Trend Insight: Newer Models Bring More Subtle Risks

A noteworthy finding: as models iterate, the total number of security vulnerabilities is decreasing, indicating that vendors' reinforcement learning is indeed fixing known issues. However, bugs and vulnerabilities produced by newer models are becoming more subtle and hidden, representing a different type of risk.

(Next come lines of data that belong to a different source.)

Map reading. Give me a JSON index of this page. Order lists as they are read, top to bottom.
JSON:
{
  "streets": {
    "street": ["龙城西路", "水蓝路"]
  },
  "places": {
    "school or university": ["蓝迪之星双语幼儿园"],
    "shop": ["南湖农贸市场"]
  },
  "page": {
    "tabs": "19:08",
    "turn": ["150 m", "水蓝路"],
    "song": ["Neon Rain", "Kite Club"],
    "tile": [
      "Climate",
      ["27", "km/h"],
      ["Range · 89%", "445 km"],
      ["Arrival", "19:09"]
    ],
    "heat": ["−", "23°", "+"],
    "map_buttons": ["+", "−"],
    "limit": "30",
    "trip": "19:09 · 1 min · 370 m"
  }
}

In other words, large models are evolving from "obviously bad code" to "code that looks great but hides subtle traps" — this raises the bar for human review. This evolution is similar to the offense-defense escalation in cybersecurity: when simple attack methods are defended against, attackers shift to more covert Advanced Persistent Threats (APT). In the code quality domain, this means traditional code review approaches may no longer be sufficient, requiring more specialized automated tools to help discover these "advanced" defects.

Sonar's ACDC Solution

Sonar proposes the Agent-Centric Development Cycle (ACDC) framework, consisting of three phases:

Guide Phase: Governing Training Data

Sonar Sweep: Cleaning and governing data sources used for training
Context Augmentation: Injecting complete codebase context into LLMs

The concept of Technical Debt was introduced by Ward Cunningham in 1992, using a financial metaphor to describe the long-term cost accumulated by sacrificing code quality for short-term delivery speed. SonarQube quantifies technical debt as "remediation time" — the estimated effort needed to restore code to a compliant state. In the era of AI-generated code at scale, technical debt may accumulate far faster than during manual coding, because AI tends to generate redundant code and lacks understanding of overall project architecture, making data governance in the Guide phase particularly critical.

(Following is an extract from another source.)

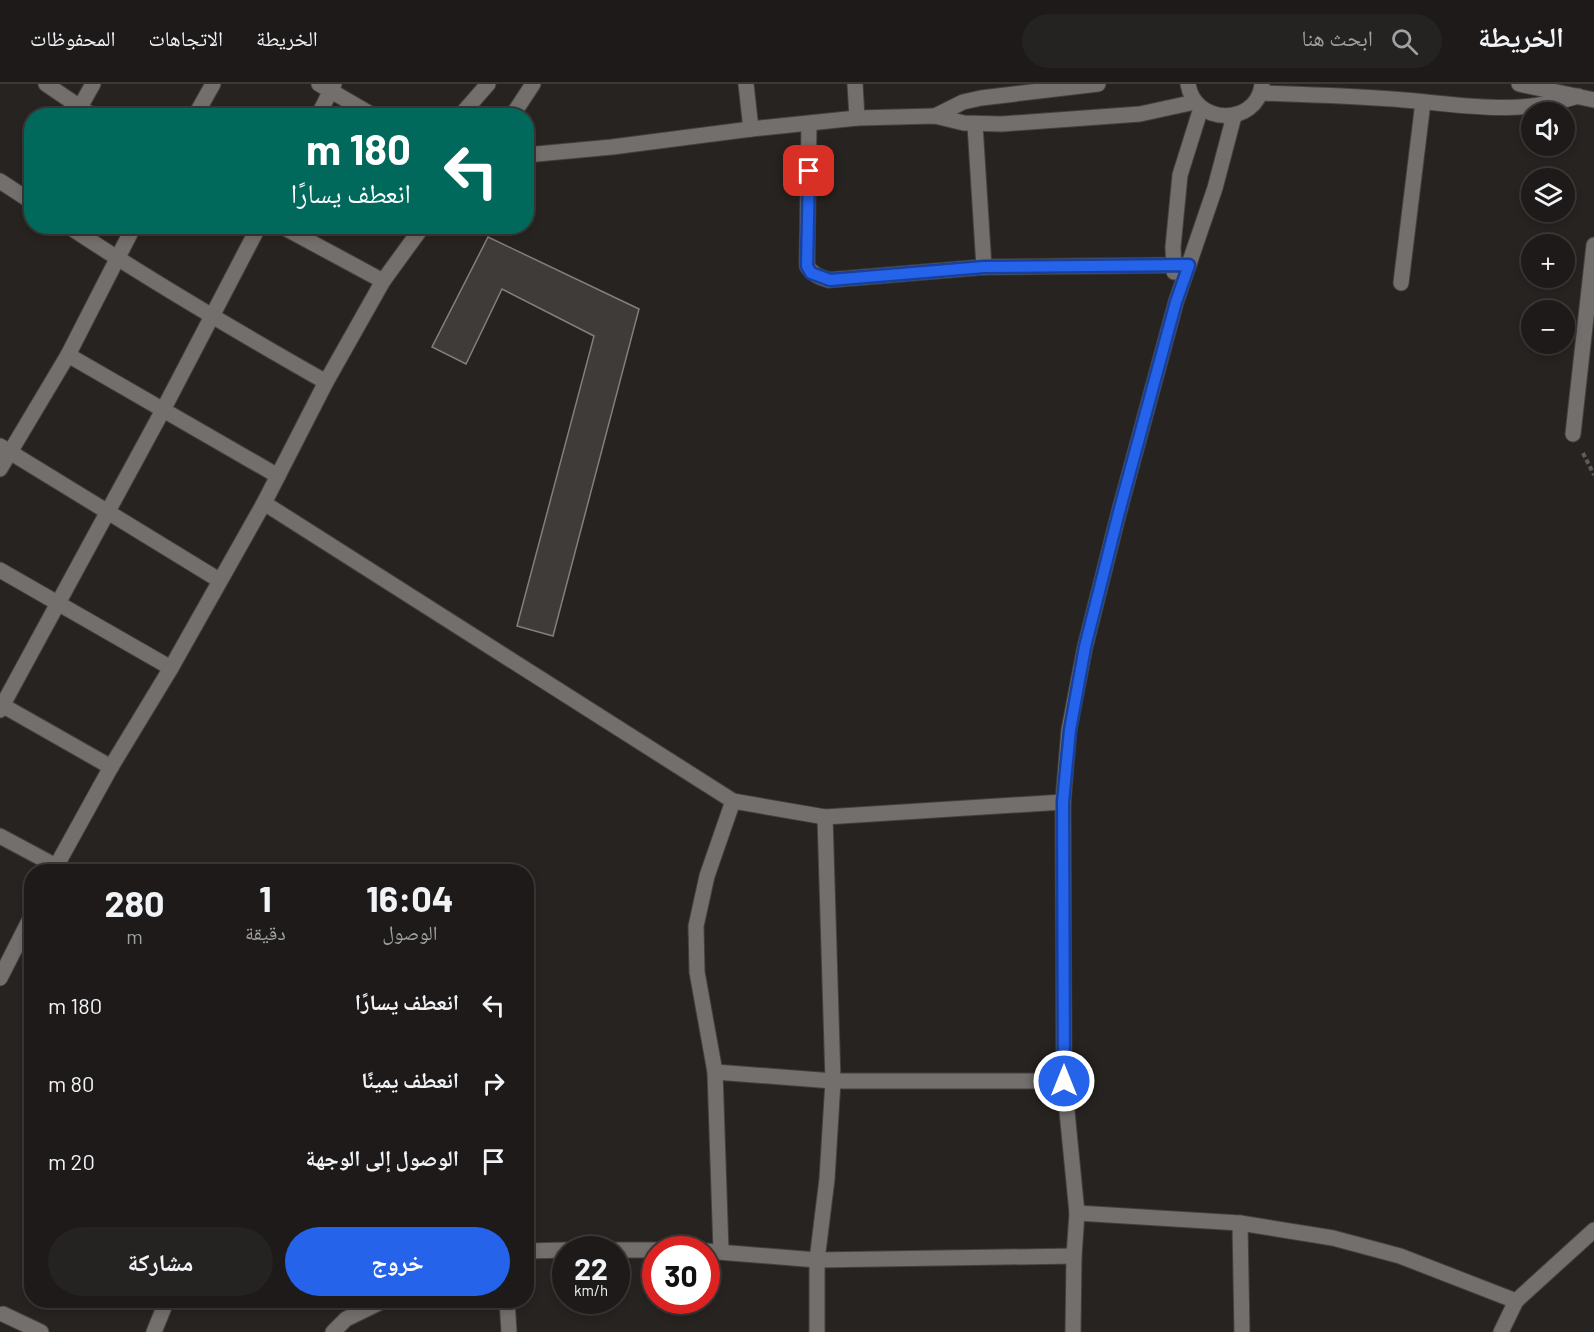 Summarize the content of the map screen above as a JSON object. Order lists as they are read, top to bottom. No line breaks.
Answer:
{"page":{"header":"الخريطة","search":"ابحث هنا","nav":["الخريطة","الاتجاهات","المحفوظات"],"map_buttons":["+","−"],"turn":["180 m","انعطف يسارًا"],"eta":["16:04","الوصول","1","دقيقة","280","m"],"list":[{"name":"انعطف يسارًا","value":"180 m"},{"name":"انعطف يمينًا","value":"80 m"},{"name":"الوصول إلى الوجهة","value":"20 m"}],"buttons":["خروج","مشاركة"],"speed":"22 km/h","limit":"30"}}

Verify Phase: Real-time Code Detection

SonarQube Agentic Analysis: Integrated into Claude/Codex/Gemini CLI via MCP protocol
Completes analysis within 1-5 seconds before commit (compared to 1-5 minutes for CI)
Automatically pushes issues back to the Agent for fixing before submission

MCP (Model Context Protocol) is a protocol standard open-sourced by Anthropic in late 2024, designed to provide AI models with a unified interface for interacting with external tools and data sources. It uses a client-server architecture that allows AI Agents to invoke external capabilities like code analysis, database queries, and file operations through standardized methods. In Sonar's use case, MCP enables SonarQube's analysis capabilities to be directly called by Agent coding tools like Claude Code, OpenAI Codex, and Gemini CLI, achieving a "generate-detect-fix" closed loop without developers manually switching tools or waiting for CI pipelines. This integration approach shifts quality detection from traditional "post-hoc review" to "generation time," dramatically shortening the feedback loop.

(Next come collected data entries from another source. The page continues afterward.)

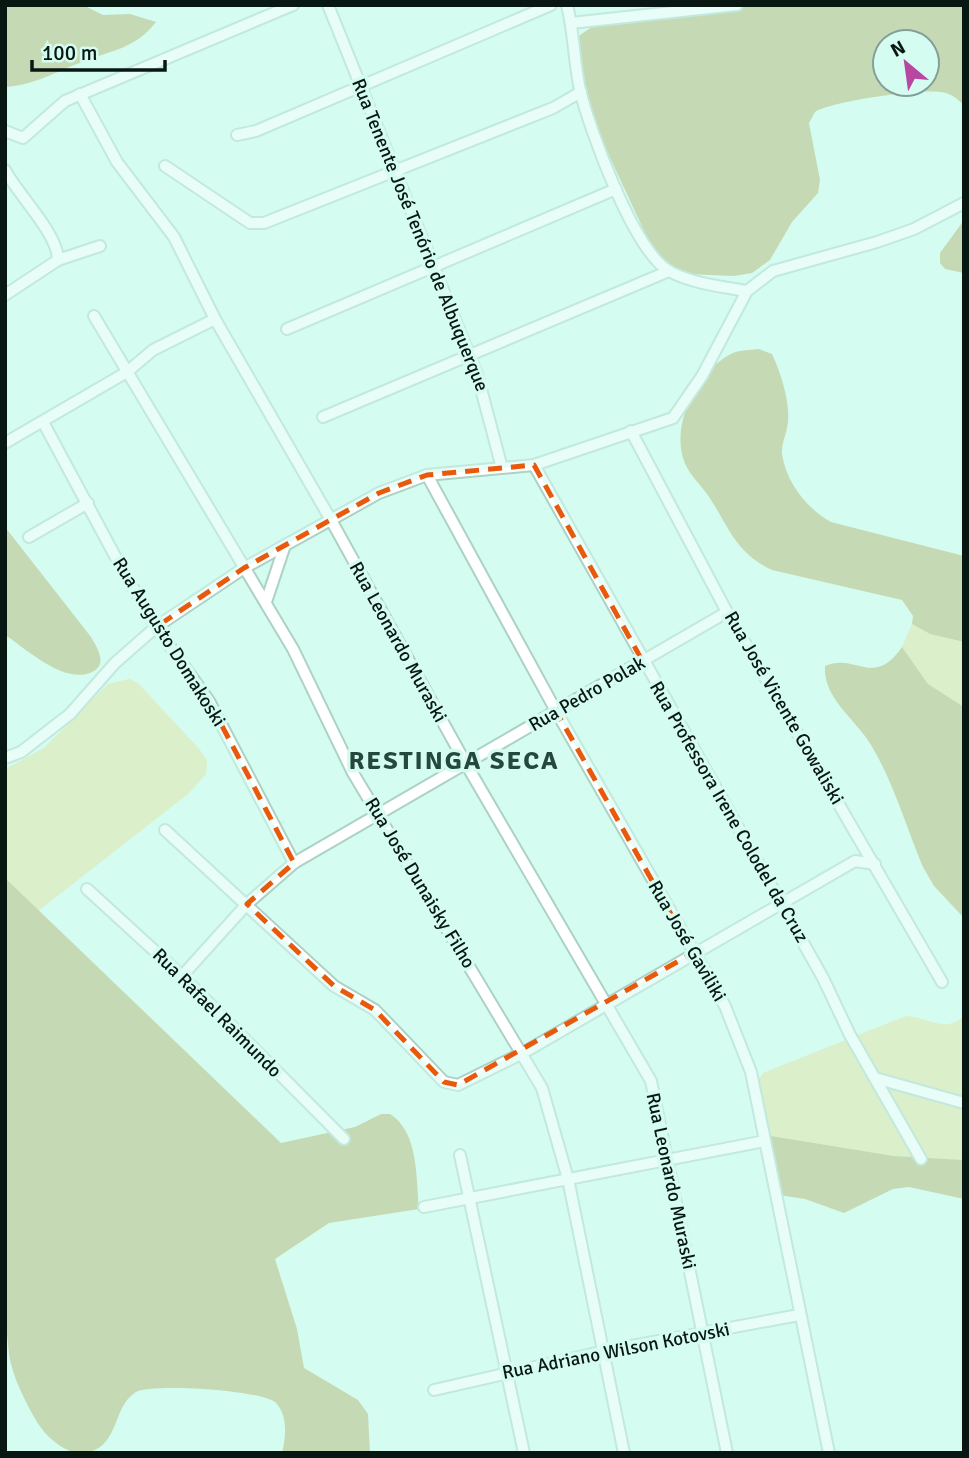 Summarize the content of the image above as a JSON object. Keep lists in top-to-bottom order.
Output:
{
  "streets": {
    "street": [
      "Rua Tenente José Tenório de Albuquerque",
      "Rua Augusto Domakoski",
      "Rua Leonardo Muraski",
      "Rua Pedro Polak",
      "Rua José Vicente Gowaliski",
      "Rua Professora Irene Colodel da Cruz",
      "Rua José Dunaisky Filho",
      "Rua José Gaviliki",
      "Rua Rafael Raimundo",
      "Rua Adriano Wilson Kotovski"
    ]
  },
  "crossings": [
    ["Rua Augusto Domakoski", "Rua Pedro Polak"],
    ["Rua Leonardo Muraski", "Rua Pedro Polak"],
    ["Rua Leonardo Muraski", "Rua Adriano Wilson Kotovski"],
    ["Rua Pedro Polak", "Rua José Vicente Gowaliski"],
    ["Rua Pedro Polak", "Rua Professora Irene Colodel da Cruz"],
    ["Rua Pedro Polak", "Rua José Dunaisky Filho"],
    ["Rua Pedro Polak", "Rua José Gaviliki"],
    ["Rua Pedro Polak", "Rua Rafael Raimundo"],
    ["Rua José Dunaisky Filho", "Rua Adriano Wilson Kotovski"],
    ["Rua José Gaviliki", "Rua Adriano Wilson Kotovski"]
  ],
  "districts": ["RESTINGA SECA"],
  "scale_bar": "100 m",
  "north": "top left"
} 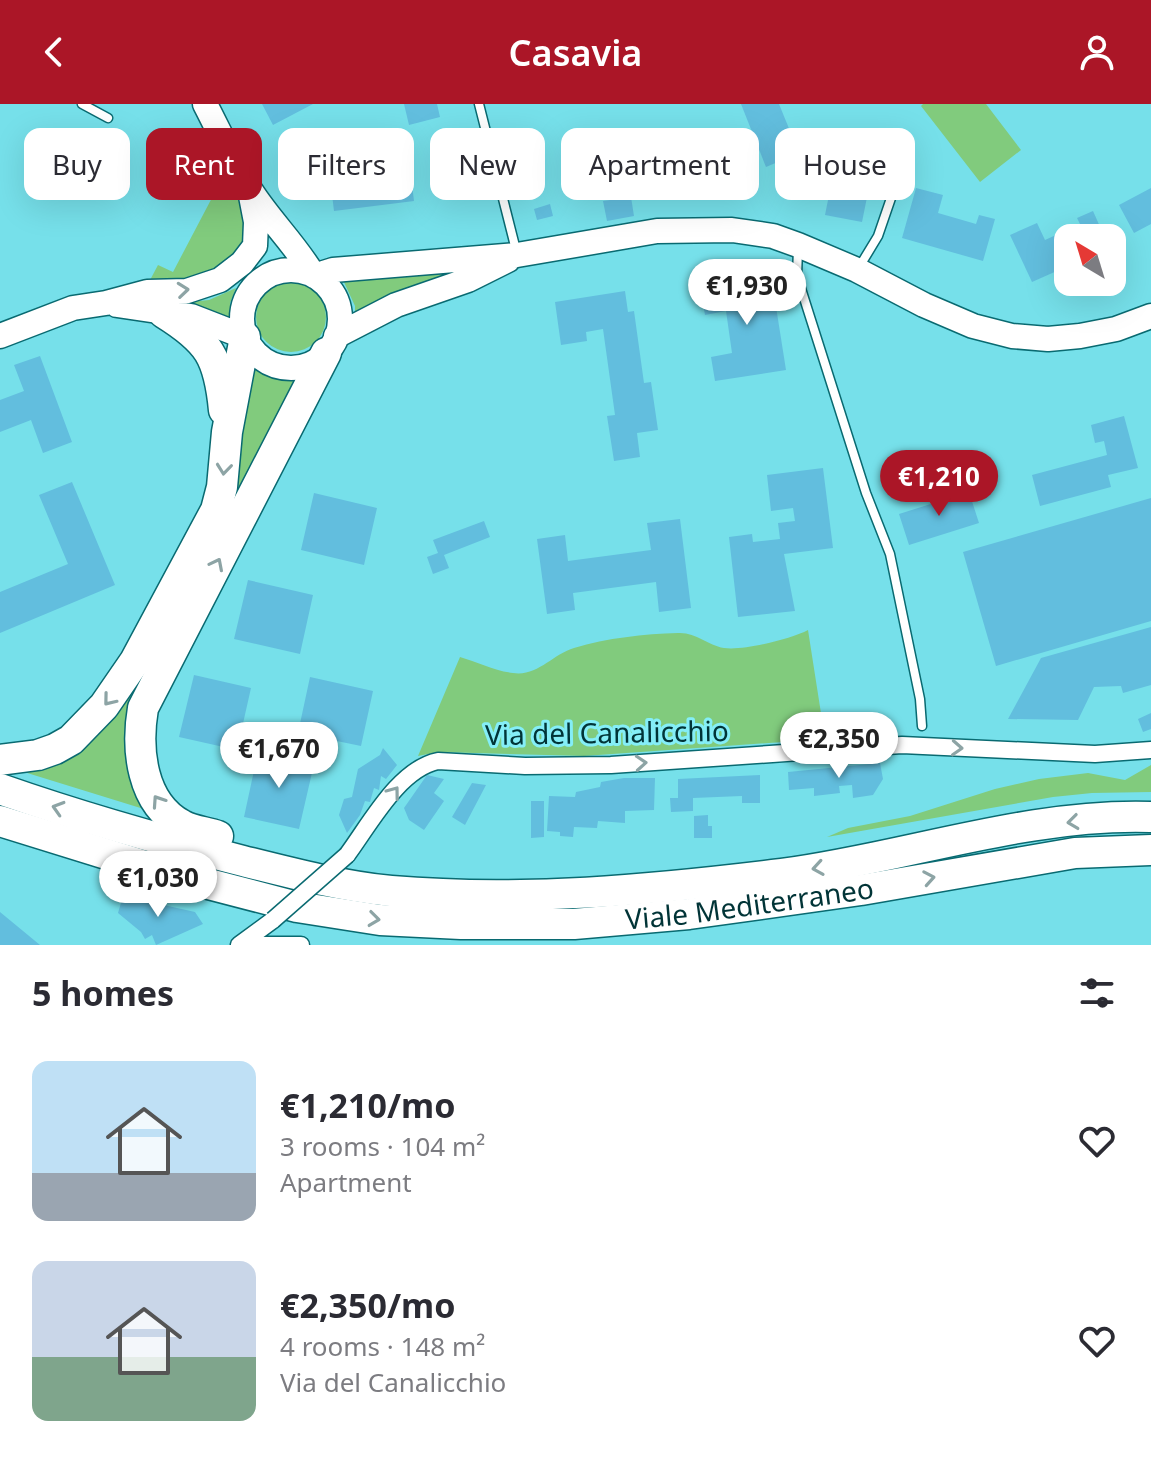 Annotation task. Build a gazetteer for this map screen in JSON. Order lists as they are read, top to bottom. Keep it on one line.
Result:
{"streets":{"highway":["Viale Mediterraneo"],"street":["Via del Canalicchio"]},"crossings":[["Via del Canalicchio","Viale Mediterraneo"]],"one_way":["Via del Canalicchio"],"north":"top left","page":{"header":"Casavia","chip":["Buy","Rent","Filters","New","Apartment","House"],"price":["€1,930","€1,210","€2,350","€1,670","€1,030"],"heading":"5 homes","list":[{"name":"€1,210/mo","note":"3 rooms · 104 m² · Apartment"},{"name":"€2,350/mo","note":"4 rooms · 148 m² · Via del Canalicchio"}]}}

Solve Phase: Automatically Fixing Technical Debt

Remediation Agent: Automatically fixes issues in PRs or batch-processes historical technical debt
Built-in verification loop: Re-analyzes and compiles after fixes to ensure no regressions are introduced

Implications for Developers

Don't blindly trust benchmark scores: An 84% pass rate doesn't mean code is production-ready
Code review cannot be skipped: Hidden bugs in AI-generated code require more specialized tool assistance
Evaluate models holistically: Security, code volume, and complexity are all critical metrics
Establish quality gates: Embed automated detection steps in AI programming workflows
Follow the Sonar Leaderboard (sonar.com/leaderboard): Continuous evaluation data for 53+ models is publicly available

Key Takeaways

AI code generation is reshaping software development, but there's a massive gap between "it runs" and "it's production-ready." Functional correctness is just the tip of the iceberg for code quality — security, maintainability, and engineering standards are the key factors determining whether code can run reliably in production long-term. Developers need to build new quality awareness: AI is a powerful coding assistant, but it is by no means a silver bullet that exempts you from engineering discipline. In this new era of AI programming, automated quality gates and continuous code health monitoring will become essential infrastructure for every engineering team.